Giunti all'albergo, trovammo a un tavolo il cavaliere e il dottor Livesey che stavano
finendo di bere un boccale di birra con pane abbrustolito, per poi recarsi a bordo della
goletta per una visita d'ispezione.
Long John raccontò la storia dal principio alla fine con molto brio e scrupolosa
esattezza, rivolgendosi a me di tanto in tanto per dire: "E' stato così, non è vero,
Hawkins?", al che io non potevo fare a meno di assentire.
I due signori si rammaricarono che Can-Nero fosse riuscito a svignarsela; ma tutti
quanti convenimmo che non c'era niente da fare; e Long John, dopo aver ricevuto i loro
complimenti, prese la sua stampella e ci lasciò.
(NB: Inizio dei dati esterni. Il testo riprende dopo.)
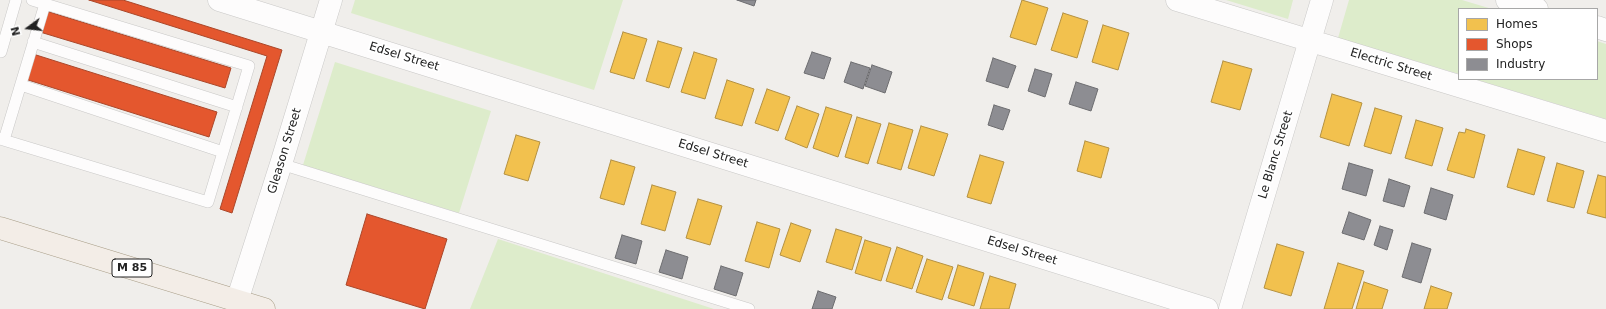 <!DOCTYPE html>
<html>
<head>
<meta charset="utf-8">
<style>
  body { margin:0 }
  #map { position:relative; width:1606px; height:309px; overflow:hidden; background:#f0eeeb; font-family:"DejaVu Sans",sans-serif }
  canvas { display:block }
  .legend { position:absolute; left:1458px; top:8px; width:140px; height:72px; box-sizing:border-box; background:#fff; border:1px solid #a7a7a7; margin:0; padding:5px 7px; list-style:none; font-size:12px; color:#222 }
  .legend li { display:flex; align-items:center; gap:8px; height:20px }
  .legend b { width:20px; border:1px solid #a7a7a7 }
  .north { position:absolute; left:8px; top:8px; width:40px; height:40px; -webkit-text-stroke:3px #fff; paint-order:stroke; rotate:255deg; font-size:11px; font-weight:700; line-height:16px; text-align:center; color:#222 }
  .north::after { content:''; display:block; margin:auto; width:14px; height:18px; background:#222; clip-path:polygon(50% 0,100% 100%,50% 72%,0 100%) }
</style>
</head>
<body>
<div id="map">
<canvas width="1606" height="309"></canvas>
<ul class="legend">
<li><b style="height:11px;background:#f2c14e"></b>Homes</li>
<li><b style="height:11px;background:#e4572e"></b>Shops</li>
<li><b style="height:11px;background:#8d8d92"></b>Industry</li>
</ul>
<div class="north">N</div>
</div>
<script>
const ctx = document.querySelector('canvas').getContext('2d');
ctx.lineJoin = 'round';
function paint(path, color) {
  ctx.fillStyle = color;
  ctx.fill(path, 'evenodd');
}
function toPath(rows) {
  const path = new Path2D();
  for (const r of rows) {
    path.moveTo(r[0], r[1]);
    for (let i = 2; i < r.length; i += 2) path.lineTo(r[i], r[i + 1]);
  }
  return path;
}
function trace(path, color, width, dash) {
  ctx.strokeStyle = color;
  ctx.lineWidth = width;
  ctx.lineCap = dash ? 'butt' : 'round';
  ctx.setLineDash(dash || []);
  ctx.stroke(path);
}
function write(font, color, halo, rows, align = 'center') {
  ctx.font = font + ' "DejaVu Sans",sans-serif';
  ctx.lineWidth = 4;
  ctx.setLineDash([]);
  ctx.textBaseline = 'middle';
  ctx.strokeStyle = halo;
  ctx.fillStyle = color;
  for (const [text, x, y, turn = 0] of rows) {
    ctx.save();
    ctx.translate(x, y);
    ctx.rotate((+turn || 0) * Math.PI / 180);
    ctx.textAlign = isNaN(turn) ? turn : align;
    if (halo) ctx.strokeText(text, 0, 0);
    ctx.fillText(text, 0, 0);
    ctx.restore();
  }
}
paint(toPath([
  [355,0,623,0,594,90,351,13],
  [1226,0,1293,0,1288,19],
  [1349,0,1462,0,1492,9,1459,9,1459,74,1338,38],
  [1597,41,1606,44,1606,119,1474,79,1597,79],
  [335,62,491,111,459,213,303,165],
  [498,239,714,309,470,309]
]), '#ddeccb');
const homes = toPath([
  [1022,0,1048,8,1036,45,1010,37,1022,0],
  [1063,13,1088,21,1077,58,1051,50,1063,13],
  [1103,25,1129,33,1118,70,1092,62,1103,25],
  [623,32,647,39,634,79,610,72,623,32],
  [658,41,682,48,669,88,646,81,658,41],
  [694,52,717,59,705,99,681,92,694,52],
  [1223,61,1252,69,1240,110,1211,102,1223,61],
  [727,80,754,89,742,126,715,118,727,80],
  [767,89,790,97,778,131,755,123,767,89],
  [1332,94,1362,103,1349,146,1320,137,1332,94],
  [797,106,819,114,807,148,785,139,797,106],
  [826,107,852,115,838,157,813,148,826,107],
  [1375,108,1402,116,1391,154,1364,146,1375,108],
  [857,117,881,124,868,164,845,157,857,117],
  [1416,120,1443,128,1432,166,1405,158,1416,120],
  [889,123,913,130,901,170,877,163,889,123],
  [921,126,948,134,934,176,908,168,921,126],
  [1466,129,1485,135,1474,178,1447,170,1459,132,1465,133,1466,129],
  [516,135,540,142,528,181,504,174,516,135],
  [1085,141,1109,148,1101,178,1077,171,1085,141],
  [1518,149,1545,157,1534,195,1507,187,1518,149],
  [980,155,1004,162,991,204,967,197,980,155],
  [611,160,635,167,624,205,600,198,611,160],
  [1557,163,1584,171,1574,208,1547,201,1557,163],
  [1598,175,1606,177,1606,218,1587,213,1598,175],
  [652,185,676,192,665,231,641,224,652,185],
  [698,199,722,206,710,245,686,238,698,199],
  [757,222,780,229,769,268,745,261,757,222],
  [791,223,811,230,800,262,780,255,791,223],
  [836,229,862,237,852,270,826,262,836,229],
  [865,240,891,248,881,281,855,273,865,240],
  [1277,244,1304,252,1291,296,1264,288,1277,244],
  [897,247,923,256,912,289,886,281,897,247],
  [927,259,953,267,942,300,916,292,927,259],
  [1338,263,1364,271,1352,309,1324,309,1338,263],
  [958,265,984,273,974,306,948,298,958,265],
  [990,276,1016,284,1009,309,980,309,990,276],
  [1364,282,1388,290,1382,309,1356,309,1364,282],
  [1431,286,1452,293,1447,309,1424,309,1431,286]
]);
paint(homes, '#f2c14e');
trace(homes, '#b49141', 1);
const shops = toPath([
  [89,0,123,0,282,50,232,213,220,209,267,56,89,0],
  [46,11,231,68,225,88,40,32,46,11],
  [33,54,217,112,209,137,25,79,33,54],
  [367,214,447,239,425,309,346,285,367,214]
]);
paint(shops, '#e4572e');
trace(shops, '#aa472a', 1);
const industry = toPath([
  [737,0,756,0,754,6,737,0],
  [812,52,831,58,824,79,804,73,812,52],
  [993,58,1016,66,1008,88,986,81,993,58],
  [851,62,870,68,863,89,844,82,851,62],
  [872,65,892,72,885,93,865,86,872,65],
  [1035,69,1052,74,1045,97,1028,91,1035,69],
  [1076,82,1098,89,1091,111,1069,104,1076,82],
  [994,105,1010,110,1003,130,988,125,994,105],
  [1349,163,1373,170,1366,196,1342,189,1349,163],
  [1389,179,1410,186,1404,207,1383,201,1389,179],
  [1431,188,1453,195,1446,220,1424,213,1431,188],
  [1349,212,1371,220,1364,240,1342,233,1349,212],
  [1380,226,1393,230,1387,250,1374,245,1380,226],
  [622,235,642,241,636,264,615,258,622,235],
  [1412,243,1431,249,1421,283,1402,277,1412,243],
  [666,250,688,257,682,279,659,272,666,250],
  [721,266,743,273,736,296,714,289,721,266],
  [818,291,836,297,832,309,812,309,818,291]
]);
paint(industry, '#8d8d92');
trace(industry, '#6d6d70', 1);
const service = toPath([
  [33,42,237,107],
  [1,52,16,0],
  [21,85,223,152],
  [0,139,208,202,249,66,32,0],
  [4,140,45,4],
  [281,164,749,309]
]);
const minor = toPath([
  [219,0,1207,309],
  [1177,0,1606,131],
  [1507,0,1537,9],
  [1597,27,1606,30],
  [237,301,281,164,331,0],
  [1230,309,1322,0]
]);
const primary = toPath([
  [0,228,264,309]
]);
trace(service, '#c9c8c7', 12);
trace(minor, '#c9c8c7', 23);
trace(primary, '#a79c86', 23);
trace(service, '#fdfcfc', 11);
trace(minor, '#fdfcfc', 22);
trace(primary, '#f3ede7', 22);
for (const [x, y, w] of [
  [132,268,40]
]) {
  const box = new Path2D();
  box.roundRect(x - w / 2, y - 9, w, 18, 3);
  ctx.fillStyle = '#fff';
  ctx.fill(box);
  trace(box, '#222', 1);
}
write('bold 11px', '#222', null, [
  ["M 85",132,268]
]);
write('12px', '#222', '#fff', [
  ["Edsel Street",404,57,17],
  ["Electric Street",1391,65,17],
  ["Gleason Street",285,151,-73],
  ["Edsel Street",713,154,17],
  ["Le Blanc Street",1276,155,-73],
  ["Edsel Street",1022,251,17]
]);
</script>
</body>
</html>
"Tutti a bordo oggi alle quattro" gli gridò dietro il cavaliere.
"Va bene, va bene" confermò il cuoco dal corridoio.
"Cavaliere" disse il dottore "io non ho in generale eccessiva fiducia nelle vostre
scoperte; ma tengo a dirvi che questo John Silver mi piace." "Vale tanto oro quanto
pesa" dichiarò il cavaliere.
"E ora" aggiunse il dottore "Jim può venire a bordo con noi, non è vero?" "Certamente"
disse il cavaliere. "Prendi il tuo cappello, Hawkins, e andiamo a visitare il bastimento."